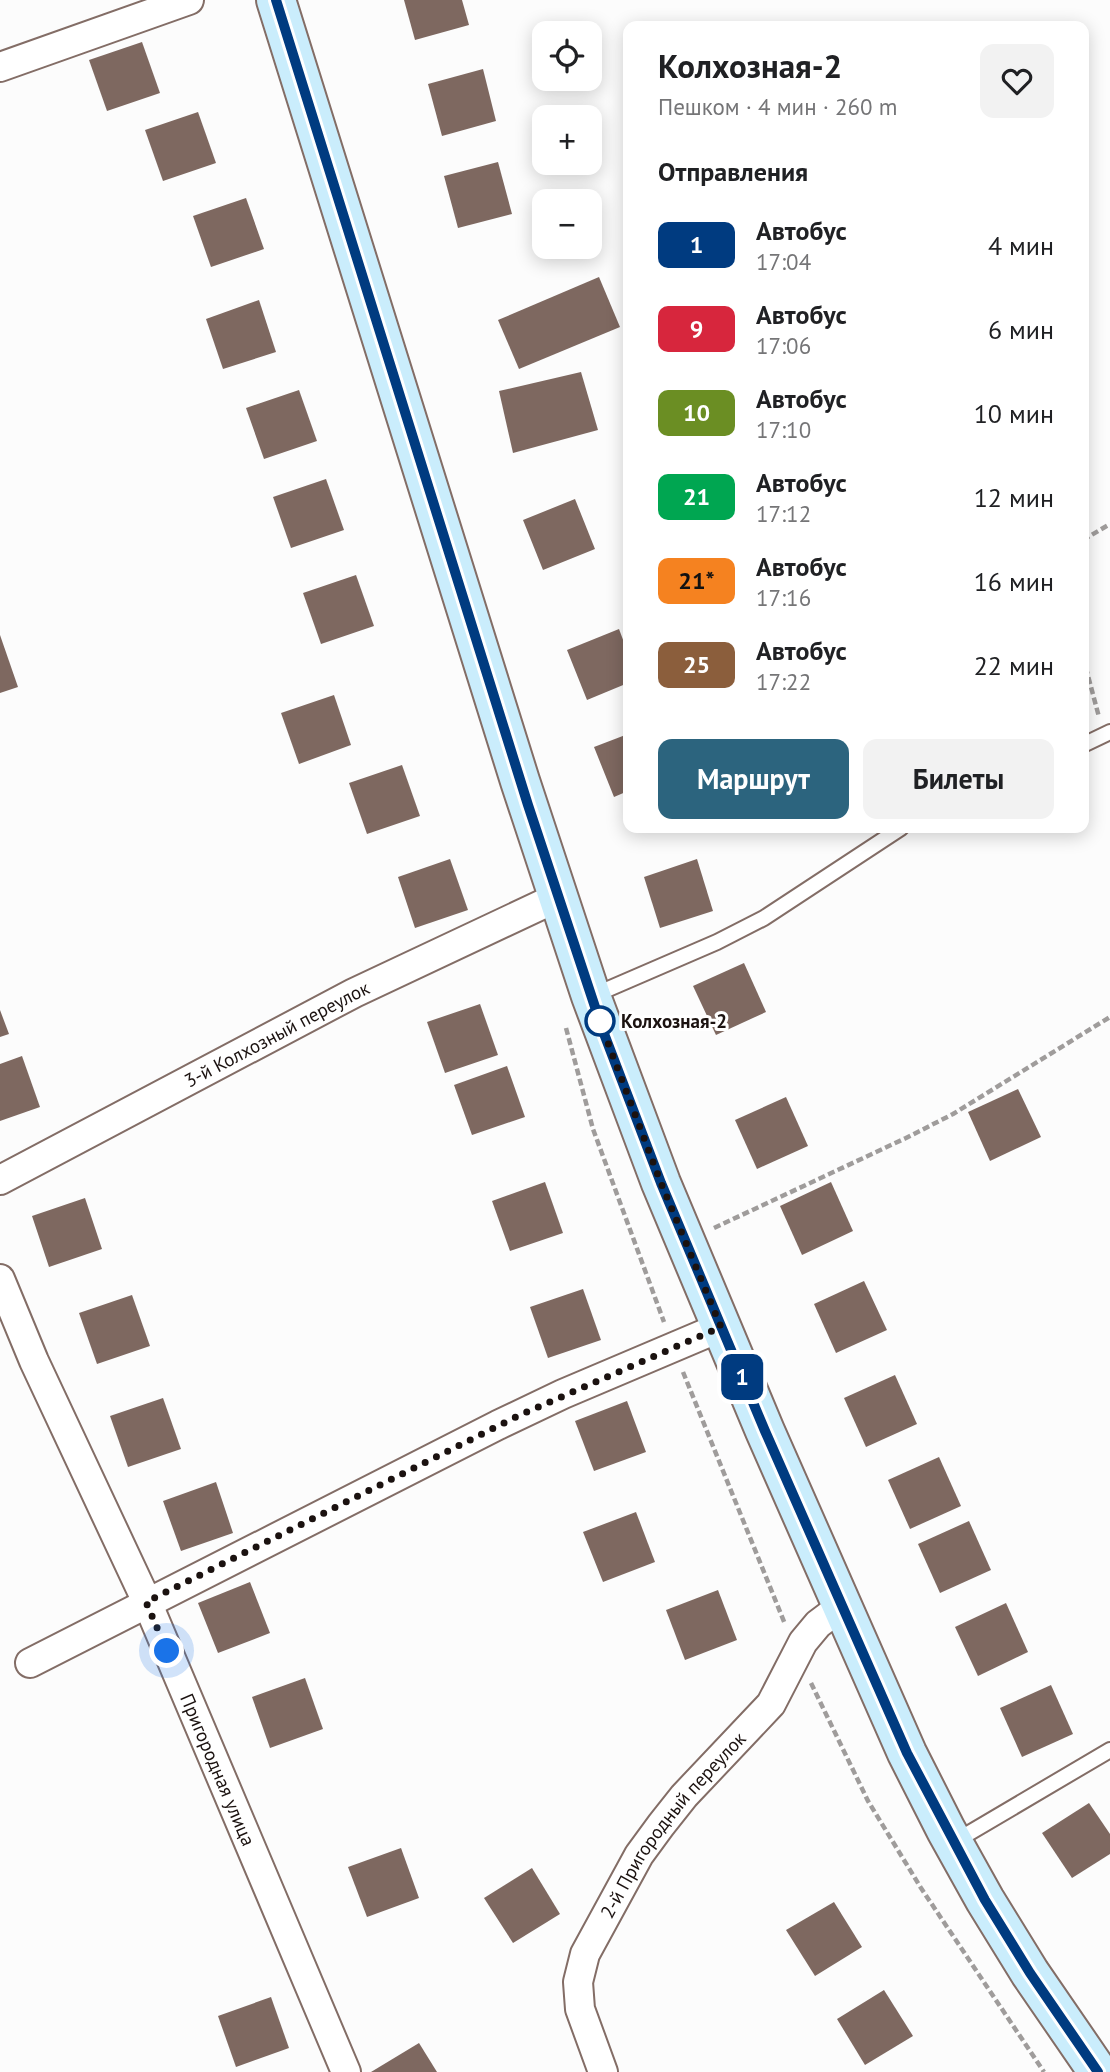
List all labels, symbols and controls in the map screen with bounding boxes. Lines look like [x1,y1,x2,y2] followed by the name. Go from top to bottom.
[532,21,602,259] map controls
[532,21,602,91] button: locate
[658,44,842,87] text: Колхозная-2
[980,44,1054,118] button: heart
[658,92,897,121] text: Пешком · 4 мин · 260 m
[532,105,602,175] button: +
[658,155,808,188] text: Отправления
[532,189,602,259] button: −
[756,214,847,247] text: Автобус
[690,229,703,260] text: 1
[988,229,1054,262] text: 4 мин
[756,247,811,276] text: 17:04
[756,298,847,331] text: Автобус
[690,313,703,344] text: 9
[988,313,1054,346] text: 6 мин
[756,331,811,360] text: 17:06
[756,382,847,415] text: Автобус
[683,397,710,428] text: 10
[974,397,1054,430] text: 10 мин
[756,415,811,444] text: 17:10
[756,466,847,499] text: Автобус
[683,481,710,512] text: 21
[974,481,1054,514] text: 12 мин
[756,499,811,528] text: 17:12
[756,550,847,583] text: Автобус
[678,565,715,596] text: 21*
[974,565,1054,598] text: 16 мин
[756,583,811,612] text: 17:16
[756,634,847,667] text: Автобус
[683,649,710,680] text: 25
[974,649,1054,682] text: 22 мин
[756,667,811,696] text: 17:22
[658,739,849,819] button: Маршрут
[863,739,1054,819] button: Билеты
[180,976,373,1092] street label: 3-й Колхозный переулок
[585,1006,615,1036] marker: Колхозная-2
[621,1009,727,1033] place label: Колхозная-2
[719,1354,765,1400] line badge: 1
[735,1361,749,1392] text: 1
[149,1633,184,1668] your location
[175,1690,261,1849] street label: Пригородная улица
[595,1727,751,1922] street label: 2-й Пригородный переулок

· · ·

## Task brief
Whenever a line of the data includes the word "Колхозная", show that line in full.

## Solution for this task
[658,44,842,87] text: Колхозная-2
[585,1006,615,1036] marker: Колхозная-2
[621,1009,727,1033] place label: Колхозная-2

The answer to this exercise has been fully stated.